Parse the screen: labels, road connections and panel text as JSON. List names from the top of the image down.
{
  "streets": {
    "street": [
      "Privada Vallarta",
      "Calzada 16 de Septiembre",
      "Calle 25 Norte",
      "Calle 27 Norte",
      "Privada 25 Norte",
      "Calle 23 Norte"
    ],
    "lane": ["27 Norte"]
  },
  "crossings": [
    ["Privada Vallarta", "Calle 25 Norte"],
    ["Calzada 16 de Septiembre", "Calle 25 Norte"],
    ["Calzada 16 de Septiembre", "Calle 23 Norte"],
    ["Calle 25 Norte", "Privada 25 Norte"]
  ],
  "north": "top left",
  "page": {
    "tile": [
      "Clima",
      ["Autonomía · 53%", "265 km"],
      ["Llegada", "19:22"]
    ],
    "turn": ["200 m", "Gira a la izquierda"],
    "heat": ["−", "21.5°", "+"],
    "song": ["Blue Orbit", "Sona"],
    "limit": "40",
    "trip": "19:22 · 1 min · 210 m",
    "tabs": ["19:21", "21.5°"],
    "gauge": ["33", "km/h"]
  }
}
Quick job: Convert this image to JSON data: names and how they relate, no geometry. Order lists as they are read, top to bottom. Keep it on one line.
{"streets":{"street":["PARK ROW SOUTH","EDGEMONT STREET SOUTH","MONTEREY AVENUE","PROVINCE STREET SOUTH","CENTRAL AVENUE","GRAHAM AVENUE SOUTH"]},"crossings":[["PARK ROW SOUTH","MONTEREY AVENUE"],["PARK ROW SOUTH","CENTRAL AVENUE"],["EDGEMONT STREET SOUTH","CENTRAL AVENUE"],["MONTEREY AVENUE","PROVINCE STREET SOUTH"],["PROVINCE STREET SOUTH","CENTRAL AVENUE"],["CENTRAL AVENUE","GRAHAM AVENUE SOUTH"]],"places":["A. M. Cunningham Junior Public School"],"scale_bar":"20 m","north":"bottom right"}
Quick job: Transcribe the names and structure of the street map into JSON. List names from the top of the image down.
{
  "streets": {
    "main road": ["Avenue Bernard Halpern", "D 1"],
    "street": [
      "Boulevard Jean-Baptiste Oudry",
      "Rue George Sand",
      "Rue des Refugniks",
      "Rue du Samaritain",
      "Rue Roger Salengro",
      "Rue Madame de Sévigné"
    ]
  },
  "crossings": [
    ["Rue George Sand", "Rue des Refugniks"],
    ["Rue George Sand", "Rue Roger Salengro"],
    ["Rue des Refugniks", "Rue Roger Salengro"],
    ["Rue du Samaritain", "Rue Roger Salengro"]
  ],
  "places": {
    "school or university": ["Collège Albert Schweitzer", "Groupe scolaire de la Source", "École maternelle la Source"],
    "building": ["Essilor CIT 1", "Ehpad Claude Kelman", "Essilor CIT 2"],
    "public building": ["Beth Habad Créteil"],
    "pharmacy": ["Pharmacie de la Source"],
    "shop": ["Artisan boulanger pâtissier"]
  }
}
#####
#### What to work on:
The expected output is the lines from the one with "Quick job: Convert" through the end of the data, exactly as written and nothing more.

#### Response to this task:
Quick job: Convert this image to JSON data: names and how they relate, no geometry. Order lists as they are read, top to bottom. Keep it on one line.
{"streets":{"street":["PARK ROW SOUTH","EDGEMONT STREET SOUTH","MONTEREY AVENUE","PROVINCE STREET SOUTH","CENTRAL AVENUE","GRAHAM AVENUE SOUTH"]},"crossings":[["PARK ROW SOUTH","MONTEREY AVENUE"],["PARK ROW SOUTH","CENTRAL AVENUE"],["EDGEMONT STREET SOUTH","CENTRAL AVENUE"],["MONTEREY AVENUE","PROVINCE STREET SOUTH"],["PROVINCE STREET SOUTH","CENTRAL AVENUE"],["CENTRAL AVENUE","GRAHAM AVENUE SOUTH"]],"places":["A. M. Cunningham Junior Public School"],"scale_bar":"20 m","north":"bottom right"}
Quick job: Transcribe the names and structure of the street map into JSON. List names from the top of the image down.
{
  "streets": {
    "main road": ["Avenue Bernard Halpern", "D 1"],
    "street": [
      "Boulevard Jean-Baptiste Oudry",
      "Rue George Sand",
      "Rue des Refugniks",
      "Rue du Samaritain",
      "Rue Roger Salengro",
      "Rue Madame de Sévigné"
    ]
  },
  "crossings": [
    ["Rue George Sand", "Rue des Refugniks"],
    ["Rue George Sand", "Rue Roger Salengro"],
    ["Rue des Refugniks", "Rue Roger Salengro"],
    ["Rue du Samaritain", "Rue Roger Salengro"]
  ],
  "places": {
    "school or university": ["Collège Albert Schweitzer", "Groupe scolaire de la Source", "École maternelle la Source"],
    "building": ["Essilor CIT 1", "Ehpad Claude Kelman", "Essilor CIT 2"],
    "public building": ["Beth Habad Créteil"],
    "pharmacy": ["Pharmacie de la Source"],
    "shop": ["Artisan boulanger pâtissier"]
  }
}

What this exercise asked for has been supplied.